The Mexico City Policy, known to opponents as the Global Gag Rule, denies non governmental organizations the option to use any money — their own or U.S. provided — for abortion related activities, including education or counseling. To do so would cut them off from all American funding provided by the United States Agency for International Development (USAID), which accounts for the bulk of worldwide aid assistance.

The key component is that organizations who do not abide by the gag rule lose access to American donated contraception, including condoms.
Well, so what if they can’t get American money, you say. Big deal. Why should we fund the promiscuous lifestyles of poor folks in Africa who probably hate us anyway?

Well, without American led efforts to bring contraception to the masses, poor and undereducated nations already in the throes of a population bloom will be unable to stem their birth rates.
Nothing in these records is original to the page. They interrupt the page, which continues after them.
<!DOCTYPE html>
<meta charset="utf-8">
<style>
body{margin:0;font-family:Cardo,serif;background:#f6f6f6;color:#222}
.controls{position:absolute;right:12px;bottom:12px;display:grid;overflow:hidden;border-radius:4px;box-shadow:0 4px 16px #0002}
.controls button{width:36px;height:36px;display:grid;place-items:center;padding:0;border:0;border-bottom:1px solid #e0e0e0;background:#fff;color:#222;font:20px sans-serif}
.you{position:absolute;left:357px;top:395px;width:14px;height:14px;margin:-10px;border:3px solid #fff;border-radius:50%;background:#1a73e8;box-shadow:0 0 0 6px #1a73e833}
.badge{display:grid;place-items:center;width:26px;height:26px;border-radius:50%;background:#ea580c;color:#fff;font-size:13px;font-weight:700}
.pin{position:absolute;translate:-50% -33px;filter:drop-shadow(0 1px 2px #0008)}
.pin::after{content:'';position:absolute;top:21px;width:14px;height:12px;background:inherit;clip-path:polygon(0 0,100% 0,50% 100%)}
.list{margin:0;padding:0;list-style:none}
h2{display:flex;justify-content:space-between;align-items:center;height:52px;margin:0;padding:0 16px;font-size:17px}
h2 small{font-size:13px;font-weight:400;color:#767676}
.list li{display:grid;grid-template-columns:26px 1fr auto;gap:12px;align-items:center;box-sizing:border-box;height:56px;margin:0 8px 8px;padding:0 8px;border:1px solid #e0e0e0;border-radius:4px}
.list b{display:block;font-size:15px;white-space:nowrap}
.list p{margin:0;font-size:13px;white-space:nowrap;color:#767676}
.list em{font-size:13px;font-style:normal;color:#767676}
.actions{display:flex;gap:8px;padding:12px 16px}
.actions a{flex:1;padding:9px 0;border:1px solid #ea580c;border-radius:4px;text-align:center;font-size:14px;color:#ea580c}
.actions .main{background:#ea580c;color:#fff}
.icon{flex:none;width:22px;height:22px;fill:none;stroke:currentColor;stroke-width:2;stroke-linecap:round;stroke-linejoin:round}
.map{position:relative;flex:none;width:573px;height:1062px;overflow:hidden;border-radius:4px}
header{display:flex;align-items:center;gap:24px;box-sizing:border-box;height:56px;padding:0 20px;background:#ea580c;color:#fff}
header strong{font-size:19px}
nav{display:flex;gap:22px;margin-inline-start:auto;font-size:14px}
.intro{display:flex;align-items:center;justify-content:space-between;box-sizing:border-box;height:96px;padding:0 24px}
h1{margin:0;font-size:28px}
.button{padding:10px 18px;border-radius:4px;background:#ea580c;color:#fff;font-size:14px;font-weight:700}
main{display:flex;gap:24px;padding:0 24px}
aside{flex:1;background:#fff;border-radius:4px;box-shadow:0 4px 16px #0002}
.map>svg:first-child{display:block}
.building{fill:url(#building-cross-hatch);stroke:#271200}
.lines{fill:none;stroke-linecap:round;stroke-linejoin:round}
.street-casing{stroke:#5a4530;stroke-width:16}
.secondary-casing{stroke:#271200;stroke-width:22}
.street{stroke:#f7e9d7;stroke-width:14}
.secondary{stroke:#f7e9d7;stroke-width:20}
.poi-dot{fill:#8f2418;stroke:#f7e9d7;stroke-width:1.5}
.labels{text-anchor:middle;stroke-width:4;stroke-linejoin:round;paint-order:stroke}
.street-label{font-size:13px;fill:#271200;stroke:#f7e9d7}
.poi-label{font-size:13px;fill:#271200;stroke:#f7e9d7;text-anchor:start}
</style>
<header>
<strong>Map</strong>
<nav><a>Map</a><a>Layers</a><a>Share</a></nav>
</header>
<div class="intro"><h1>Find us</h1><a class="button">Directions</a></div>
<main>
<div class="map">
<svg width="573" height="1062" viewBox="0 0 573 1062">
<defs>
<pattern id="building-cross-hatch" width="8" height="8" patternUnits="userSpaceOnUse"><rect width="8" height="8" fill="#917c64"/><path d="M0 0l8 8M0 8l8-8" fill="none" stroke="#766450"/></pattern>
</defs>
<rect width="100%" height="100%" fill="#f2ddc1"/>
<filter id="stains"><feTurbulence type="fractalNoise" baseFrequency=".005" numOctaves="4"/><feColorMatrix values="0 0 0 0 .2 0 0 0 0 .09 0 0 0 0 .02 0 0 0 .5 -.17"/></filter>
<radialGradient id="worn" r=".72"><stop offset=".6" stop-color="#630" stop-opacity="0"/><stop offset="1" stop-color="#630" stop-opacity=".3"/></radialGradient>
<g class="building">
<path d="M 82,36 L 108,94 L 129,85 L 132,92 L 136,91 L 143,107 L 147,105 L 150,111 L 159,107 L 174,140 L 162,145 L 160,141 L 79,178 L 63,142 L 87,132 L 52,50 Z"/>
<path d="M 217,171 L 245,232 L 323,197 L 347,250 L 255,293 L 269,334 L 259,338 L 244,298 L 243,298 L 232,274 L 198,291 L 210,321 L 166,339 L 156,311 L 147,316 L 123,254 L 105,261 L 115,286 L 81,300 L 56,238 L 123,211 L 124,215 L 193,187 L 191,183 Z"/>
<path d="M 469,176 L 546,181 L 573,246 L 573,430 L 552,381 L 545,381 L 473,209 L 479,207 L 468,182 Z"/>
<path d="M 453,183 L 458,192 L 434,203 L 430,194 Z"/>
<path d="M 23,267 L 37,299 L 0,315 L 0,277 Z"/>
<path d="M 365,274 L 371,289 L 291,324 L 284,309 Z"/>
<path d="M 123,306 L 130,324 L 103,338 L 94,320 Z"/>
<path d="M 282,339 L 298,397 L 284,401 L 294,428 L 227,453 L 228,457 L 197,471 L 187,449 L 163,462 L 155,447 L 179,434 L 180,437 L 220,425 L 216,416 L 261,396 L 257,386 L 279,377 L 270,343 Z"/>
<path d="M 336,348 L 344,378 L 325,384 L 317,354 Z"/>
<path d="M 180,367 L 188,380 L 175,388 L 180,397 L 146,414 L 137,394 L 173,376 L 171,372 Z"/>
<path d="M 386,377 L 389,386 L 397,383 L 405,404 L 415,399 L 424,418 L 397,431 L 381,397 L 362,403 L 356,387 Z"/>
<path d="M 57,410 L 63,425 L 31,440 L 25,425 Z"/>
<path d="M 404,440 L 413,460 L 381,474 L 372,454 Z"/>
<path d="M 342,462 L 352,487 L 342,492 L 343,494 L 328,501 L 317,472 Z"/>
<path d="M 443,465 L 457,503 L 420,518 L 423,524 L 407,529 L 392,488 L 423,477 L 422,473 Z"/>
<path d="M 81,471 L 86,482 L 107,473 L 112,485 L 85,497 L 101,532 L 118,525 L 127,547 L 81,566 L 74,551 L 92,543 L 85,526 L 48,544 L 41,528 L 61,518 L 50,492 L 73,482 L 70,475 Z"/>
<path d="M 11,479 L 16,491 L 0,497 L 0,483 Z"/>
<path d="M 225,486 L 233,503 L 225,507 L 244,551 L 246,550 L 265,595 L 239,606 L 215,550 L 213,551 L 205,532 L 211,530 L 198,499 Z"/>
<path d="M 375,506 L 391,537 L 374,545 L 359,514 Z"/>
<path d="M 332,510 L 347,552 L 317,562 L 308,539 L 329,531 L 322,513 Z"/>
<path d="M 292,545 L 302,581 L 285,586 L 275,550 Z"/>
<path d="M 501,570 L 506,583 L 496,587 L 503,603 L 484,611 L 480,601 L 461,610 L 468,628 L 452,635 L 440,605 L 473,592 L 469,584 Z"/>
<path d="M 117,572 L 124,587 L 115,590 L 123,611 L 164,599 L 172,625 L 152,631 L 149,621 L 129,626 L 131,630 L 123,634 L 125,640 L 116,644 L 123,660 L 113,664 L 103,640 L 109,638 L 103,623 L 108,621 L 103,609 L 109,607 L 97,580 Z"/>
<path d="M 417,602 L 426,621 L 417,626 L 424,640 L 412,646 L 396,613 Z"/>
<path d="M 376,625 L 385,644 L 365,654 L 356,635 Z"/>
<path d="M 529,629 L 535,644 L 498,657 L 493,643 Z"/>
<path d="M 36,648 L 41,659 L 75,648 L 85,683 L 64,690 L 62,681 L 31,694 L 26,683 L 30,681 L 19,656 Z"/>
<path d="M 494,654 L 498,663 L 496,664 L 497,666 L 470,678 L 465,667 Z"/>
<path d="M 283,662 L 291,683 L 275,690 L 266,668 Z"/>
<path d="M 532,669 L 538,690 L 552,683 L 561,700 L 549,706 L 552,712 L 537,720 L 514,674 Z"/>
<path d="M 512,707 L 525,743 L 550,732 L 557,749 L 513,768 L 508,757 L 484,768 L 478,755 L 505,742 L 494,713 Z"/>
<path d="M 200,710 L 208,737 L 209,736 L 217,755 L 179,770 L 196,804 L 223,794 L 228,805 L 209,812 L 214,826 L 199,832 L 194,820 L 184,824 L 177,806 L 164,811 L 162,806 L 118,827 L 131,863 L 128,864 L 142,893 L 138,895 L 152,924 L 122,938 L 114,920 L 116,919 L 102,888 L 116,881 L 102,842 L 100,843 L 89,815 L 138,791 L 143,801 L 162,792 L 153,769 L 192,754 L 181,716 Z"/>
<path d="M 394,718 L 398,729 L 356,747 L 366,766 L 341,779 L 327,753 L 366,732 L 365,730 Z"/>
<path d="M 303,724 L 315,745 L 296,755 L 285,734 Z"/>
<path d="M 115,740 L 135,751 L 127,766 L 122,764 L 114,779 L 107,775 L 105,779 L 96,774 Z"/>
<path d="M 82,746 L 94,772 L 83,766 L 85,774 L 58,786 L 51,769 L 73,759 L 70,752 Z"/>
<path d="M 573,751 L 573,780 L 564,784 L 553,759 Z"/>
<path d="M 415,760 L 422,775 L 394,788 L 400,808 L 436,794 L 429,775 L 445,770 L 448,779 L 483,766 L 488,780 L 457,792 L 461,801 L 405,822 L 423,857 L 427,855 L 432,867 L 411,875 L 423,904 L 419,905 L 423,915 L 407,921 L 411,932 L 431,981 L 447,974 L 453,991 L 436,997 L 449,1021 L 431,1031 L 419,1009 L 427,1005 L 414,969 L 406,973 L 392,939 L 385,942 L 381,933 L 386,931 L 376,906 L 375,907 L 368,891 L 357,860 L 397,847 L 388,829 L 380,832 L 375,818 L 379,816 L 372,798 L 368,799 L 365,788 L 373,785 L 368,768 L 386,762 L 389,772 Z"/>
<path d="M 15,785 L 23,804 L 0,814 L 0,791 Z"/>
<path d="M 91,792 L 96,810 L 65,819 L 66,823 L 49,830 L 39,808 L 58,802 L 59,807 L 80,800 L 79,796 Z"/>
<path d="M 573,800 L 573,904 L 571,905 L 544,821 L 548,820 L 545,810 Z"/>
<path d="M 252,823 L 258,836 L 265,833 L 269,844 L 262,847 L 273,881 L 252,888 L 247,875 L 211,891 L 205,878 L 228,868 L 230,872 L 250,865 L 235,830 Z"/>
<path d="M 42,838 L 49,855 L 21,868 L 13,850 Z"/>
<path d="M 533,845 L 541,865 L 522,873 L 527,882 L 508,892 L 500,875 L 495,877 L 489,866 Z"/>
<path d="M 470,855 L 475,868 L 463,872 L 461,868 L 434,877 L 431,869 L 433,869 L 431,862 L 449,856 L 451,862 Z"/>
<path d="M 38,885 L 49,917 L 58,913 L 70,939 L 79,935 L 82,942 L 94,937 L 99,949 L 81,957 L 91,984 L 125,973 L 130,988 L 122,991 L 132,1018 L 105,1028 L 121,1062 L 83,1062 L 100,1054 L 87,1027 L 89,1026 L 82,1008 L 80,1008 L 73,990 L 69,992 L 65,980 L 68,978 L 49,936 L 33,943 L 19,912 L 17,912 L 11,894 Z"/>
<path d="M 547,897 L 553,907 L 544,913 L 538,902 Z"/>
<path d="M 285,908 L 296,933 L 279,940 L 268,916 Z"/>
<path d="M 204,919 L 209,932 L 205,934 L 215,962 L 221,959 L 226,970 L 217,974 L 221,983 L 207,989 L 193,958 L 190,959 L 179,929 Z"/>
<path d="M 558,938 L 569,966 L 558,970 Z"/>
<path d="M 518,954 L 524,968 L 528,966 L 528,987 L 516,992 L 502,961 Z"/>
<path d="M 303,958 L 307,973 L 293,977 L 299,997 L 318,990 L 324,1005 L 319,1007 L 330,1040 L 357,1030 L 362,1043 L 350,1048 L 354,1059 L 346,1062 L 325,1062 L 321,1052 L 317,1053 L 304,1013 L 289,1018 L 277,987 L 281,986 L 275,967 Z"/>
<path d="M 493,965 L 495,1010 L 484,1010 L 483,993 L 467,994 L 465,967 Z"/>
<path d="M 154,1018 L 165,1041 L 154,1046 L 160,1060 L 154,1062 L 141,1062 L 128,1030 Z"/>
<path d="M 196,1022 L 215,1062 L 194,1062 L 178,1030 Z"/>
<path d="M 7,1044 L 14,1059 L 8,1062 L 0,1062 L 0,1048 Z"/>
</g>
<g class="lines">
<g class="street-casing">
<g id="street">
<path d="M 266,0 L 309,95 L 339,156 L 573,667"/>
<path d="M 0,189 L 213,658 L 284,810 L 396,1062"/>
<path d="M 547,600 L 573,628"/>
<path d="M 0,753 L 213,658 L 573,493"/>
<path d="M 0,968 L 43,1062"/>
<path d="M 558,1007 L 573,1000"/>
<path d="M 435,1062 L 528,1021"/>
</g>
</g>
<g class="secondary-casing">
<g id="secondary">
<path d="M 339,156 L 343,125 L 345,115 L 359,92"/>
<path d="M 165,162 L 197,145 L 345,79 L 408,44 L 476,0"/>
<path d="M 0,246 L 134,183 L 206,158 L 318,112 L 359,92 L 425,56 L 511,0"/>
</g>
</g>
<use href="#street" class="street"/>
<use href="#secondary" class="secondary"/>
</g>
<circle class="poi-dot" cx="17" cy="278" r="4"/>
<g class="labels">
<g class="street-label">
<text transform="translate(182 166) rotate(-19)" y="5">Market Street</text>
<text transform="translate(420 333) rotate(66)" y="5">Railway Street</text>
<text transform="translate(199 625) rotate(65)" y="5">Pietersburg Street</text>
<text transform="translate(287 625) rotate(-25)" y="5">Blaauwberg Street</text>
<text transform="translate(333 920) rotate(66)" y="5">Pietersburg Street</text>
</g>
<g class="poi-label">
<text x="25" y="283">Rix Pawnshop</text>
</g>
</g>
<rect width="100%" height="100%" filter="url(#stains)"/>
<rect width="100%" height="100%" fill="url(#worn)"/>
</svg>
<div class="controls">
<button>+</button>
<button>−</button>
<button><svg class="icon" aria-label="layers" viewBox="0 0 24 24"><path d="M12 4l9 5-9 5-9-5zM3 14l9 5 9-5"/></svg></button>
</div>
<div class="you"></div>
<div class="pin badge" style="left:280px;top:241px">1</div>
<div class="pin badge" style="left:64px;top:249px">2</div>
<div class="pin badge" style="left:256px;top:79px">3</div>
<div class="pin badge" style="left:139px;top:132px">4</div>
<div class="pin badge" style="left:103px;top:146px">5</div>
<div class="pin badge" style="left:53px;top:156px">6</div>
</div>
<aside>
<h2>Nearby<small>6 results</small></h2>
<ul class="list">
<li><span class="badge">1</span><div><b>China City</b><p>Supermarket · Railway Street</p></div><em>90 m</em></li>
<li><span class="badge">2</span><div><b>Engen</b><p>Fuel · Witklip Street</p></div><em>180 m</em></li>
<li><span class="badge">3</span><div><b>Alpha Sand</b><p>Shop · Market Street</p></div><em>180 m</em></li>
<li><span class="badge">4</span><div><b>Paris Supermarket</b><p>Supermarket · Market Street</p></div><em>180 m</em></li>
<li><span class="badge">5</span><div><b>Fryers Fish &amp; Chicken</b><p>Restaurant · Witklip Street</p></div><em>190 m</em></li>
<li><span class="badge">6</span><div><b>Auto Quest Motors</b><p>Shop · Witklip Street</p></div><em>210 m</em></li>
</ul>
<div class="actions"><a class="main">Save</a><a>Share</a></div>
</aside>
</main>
When birth rates far exceed the death rates — like in India and much of Sub-Saharan Africa — huge strain is put on social systems and infrastructure. Conflict and pestilence is inevitable and people suffer.

Consider this: The places where life is already nasty, brutish and short are hotbed breeding grounds for terrorist and extremist militias. Now consider what would happen if those places are swelled by another five billion people.
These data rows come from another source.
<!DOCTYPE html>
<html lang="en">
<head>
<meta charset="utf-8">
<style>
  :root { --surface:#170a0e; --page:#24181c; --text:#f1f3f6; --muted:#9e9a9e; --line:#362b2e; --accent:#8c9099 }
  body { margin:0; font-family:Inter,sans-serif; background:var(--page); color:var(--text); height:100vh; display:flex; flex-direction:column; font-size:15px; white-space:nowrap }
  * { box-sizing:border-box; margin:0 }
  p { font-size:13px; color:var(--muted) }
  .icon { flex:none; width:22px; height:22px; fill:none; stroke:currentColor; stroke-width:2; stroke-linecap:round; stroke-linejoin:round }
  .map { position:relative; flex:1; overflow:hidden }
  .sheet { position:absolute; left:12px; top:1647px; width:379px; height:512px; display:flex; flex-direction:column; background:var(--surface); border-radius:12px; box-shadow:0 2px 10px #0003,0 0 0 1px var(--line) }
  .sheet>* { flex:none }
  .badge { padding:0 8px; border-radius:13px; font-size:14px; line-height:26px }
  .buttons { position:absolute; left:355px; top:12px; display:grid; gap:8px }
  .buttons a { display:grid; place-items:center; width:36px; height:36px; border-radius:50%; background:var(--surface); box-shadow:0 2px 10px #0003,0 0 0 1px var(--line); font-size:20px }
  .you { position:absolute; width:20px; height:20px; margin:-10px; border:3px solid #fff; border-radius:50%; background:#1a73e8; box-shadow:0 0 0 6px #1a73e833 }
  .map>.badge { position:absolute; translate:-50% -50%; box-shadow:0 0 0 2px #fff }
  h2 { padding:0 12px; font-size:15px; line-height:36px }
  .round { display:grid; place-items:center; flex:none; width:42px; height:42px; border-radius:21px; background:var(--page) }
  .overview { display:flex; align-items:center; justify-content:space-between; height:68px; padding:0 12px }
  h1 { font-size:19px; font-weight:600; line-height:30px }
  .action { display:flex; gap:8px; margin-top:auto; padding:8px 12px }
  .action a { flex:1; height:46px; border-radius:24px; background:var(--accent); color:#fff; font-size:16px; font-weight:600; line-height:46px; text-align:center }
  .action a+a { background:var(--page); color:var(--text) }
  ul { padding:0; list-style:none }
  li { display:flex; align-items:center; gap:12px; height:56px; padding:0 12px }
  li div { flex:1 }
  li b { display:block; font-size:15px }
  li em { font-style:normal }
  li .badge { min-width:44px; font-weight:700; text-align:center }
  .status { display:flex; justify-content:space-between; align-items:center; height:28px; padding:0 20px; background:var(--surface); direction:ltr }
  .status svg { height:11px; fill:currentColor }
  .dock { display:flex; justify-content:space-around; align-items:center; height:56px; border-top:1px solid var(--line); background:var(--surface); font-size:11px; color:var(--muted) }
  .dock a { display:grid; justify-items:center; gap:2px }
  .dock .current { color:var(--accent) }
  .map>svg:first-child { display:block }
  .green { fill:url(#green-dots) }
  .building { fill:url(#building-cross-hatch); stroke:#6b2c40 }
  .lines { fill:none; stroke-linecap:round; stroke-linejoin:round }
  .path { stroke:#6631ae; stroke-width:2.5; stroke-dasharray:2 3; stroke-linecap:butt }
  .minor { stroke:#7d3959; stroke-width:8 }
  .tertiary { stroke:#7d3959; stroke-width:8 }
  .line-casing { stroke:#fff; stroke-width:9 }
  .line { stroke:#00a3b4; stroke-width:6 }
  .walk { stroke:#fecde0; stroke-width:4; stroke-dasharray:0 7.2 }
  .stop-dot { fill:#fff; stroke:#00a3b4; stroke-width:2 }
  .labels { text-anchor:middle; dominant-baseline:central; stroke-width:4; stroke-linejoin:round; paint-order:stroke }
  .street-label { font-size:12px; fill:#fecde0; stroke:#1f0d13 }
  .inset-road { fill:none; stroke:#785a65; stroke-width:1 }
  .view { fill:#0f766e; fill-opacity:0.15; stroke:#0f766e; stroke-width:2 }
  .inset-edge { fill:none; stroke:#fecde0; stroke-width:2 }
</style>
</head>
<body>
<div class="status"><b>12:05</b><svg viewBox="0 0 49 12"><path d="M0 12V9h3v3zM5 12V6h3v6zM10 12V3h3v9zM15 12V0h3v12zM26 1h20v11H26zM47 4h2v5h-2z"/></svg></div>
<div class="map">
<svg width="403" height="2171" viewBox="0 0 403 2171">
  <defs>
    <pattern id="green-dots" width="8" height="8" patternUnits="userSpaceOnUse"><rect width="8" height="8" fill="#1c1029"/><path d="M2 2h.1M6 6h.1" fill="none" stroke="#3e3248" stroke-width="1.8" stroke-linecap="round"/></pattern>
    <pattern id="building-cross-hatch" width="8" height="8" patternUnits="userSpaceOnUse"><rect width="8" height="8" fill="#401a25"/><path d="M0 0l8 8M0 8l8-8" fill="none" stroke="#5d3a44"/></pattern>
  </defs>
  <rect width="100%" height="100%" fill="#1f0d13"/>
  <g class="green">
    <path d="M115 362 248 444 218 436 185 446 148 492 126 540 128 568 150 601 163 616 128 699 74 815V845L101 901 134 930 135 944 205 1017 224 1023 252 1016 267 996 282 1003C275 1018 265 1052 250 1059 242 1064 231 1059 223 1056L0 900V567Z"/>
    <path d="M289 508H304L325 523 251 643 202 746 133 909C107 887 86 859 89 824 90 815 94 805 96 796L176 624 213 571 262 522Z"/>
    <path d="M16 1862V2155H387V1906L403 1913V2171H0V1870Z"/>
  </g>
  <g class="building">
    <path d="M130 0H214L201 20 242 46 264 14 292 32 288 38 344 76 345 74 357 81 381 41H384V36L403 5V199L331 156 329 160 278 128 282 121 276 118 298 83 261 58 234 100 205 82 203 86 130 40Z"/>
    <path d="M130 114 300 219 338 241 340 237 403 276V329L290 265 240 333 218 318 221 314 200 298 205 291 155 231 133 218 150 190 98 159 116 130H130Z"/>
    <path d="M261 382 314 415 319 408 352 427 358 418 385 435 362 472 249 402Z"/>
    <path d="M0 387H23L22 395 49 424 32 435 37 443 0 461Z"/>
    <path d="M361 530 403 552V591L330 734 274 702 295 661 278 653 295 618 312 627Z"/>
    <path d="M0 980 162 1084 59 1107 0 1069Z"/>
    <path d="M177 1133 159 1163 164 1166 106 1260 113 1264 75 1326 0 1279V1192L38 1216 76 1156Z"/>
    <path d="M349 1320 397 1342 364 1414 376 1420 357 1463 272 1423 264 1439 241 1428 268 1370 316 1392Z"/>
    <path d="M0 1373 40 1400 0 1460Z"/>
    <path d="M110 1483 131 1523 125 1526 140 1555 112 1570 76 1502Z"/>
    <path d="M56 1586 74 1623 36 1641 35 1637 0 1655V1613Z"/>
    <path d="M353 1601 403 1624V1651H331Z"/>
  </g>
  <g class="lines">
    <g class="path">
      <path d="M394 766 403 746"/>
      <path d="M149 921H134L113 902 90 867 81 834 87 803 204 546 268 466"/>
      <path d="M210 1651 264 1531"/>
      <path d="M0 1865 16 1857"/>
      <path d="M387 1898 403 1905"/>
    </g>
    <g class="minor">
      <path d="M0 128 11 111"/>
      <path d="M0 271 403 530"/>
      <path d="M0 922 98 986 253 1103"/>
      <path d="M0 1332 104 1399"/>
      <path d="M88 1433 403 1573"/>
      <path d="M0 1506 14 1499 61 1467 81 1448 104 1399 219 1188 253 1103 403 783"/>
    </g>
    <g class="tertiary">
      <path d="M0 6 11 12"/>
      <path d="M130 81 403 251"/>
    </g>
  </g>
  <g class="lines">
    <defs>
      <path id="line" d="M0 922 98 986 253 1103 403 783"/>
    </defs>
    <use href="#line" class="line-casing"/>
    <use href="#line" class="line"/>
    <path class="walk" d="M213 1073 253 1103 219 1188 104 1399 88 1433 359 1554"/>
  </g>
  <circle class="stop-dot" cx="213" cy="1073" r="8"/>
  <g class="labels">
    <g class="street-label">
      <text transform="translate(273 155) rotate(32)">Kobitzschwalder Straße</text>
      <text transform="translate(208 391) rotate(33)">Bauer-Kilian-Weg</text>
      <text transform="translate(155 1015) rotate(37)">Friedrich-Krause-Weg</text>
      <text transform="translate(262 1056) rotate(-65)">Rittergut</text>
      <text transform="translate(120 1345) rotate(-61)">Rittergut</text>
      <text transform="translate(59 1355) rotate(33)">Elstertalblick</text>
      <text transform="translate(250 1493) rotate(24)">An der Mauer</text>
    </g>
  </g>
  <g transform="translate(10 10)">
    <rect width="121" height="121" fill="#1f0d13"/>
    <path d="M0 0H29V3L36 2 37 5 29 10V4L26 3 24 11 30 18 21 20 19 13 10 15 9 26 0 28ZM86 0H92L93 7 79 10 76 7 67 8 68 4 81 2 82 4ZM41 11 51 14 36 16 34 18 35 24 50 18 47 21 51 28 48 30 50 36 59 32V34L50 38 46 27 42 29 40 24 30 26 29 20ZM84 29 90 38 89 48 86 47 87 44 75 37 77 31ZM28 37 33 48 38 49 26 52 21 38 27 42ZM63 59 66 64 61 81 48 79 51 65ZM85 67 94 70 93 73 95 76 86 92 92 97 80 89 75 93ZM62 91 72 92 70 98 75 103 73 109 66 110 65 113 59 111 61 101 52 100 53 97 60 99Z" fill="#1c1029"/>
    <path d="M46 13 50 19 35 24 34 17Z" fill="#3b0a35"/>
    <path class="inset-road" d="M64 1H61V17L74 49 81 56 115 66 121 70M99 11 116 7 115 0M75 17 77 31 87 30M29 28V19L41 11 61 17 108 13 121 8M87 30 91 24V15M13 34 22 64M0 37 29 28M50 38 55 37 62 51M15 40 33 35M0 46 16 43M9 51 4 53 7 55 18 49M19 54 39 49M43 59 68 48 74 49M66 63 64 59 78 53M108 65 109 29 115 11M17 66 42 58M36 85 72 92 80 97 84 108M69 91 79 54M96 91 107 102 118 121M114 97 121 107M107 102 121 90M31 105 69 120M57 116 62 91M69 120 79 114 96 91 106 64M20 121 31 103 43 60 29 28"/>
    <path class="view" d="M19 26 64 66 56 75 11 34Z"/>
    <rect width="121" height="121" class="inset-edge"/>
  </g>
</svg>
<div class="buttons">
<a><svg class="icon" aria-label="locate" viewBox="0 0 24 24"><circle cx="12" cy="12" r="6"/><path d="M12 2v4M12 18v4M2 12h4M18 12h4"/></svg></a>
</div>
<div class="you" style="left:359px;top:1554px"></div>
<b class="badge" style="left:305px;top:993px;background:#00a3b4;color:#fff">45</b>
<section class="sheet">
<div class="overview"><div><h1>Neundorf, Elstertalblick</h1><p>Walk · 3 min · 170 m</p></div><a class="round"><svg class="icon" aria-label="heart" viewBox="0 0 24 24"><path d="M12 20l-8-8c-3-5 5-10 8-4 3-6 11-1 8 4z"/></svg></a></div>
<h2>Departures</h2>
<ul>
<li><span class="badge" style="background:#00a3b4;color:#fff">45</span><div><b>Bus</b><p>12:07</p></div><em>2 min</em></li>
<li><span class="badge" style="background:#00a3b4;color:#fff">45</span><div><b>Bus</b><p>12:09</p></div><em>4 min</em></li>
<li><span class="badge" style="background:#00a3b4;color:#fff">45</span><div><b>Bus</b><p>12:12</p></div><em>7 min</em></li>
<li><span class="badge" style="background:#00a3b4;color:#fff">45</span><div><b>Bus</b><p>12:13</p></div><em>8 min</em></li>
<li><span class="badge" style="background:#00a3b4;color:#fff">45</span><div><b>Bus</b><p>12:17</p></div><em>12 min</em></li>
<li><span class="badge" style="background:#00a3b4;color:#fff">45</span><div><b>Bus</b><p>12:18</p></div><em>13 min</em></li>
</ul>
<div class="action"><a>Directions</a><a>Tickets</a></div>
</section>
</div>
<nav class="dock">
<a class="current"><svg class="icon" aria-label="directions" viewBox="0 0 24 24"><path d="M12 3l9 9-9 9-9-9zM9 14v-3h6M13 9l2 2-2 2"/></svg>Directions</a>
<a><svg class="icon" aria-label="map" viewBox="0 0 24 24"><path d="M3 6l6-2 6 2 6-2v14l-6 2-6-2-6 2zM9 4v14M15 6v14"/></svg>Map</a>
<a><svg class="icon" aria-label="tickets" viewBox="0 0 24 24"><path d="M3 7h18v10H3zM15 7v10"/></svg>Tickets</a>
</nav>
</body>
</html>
In Sub-Saharan Africa, the average family has six children, making the region one of the fastest growing populations centers in the world. By 2050 it will be triple the size of Europe’s population, despite a high AIDS-related death rate.

And the HIV cycle there is tragic. Many young women, undereducated in a patriarchal culture, are caring for large families of siblings, some by selling their bodies to pay for food and shelter. They inevitably contract HIV, die, and leave behind a family of children doomed to repeat the cycle.

In India, where the population will soon surpass China at over a 1.5 billion, cultural mores place a higher emphasis on male than female children and low education means low contraception use. Women are pressured to have several male babies — or keep reproducing until they do. The boys will supposedly care for the elders in old age.

Population models show that for the Earth’s population to stabilize at nine billion, the global average fertility rate needs to hover just above two children per couple (2.35, to be exact). But even a slight increase in that two-child rate could cause the population to soar to 11 billion.
Now, regardless of your stance on abortion, denying widespread access to education and contraception in the face of these concerns seems counter-productive to say the least. American family planning assistance does not — and has never — funded abortions. The 1973 Helms Amendment to the Foreign Assistance Act already prohibits funding abortion overseas. No violations have ever been reported.

The gag rule would also undoubtedly be ruled unconstitutional in the United States. Several court decisions have determined the conditioning of federal funds on adherence to such a requirement over how private funds are used violates free speech protections.

And family planning can work. It did in Kenya. The nation was a prime example of population explosion in the 1970s before AIDS threw off the demographic curve. Decades of family planning had dropped the fertility rate from seven to four children.

But the gag rule has forced budget cuts to women’s health care providers in Kenya. Clinics have closed. Staff has been laid off. These clinics were often the sole source of contraception and healthcare for the area. As result, the fertility rate has inched back up to five children per woman — and of the 34 million people; a whopping 65 percent are under age 25. Imagine all of them having 5 to 7 children in the next few years and you begin to see how models are predicting 11 billion.

In the end, it comes down to a cultural perspective. Because contraception inevitably leads to discussion of abortion, the preventative measure to such necessary population control policies are derailed. A “culture of life” sounds like a nice utopia, but what kind of life is it breeding? Our gag rule is certainly not the only contributing factor to blooming populations, but it’s not helping.

And not controlling this problem seems like a surefire way to shoot yourself in the foot as the world’s most powerful nation.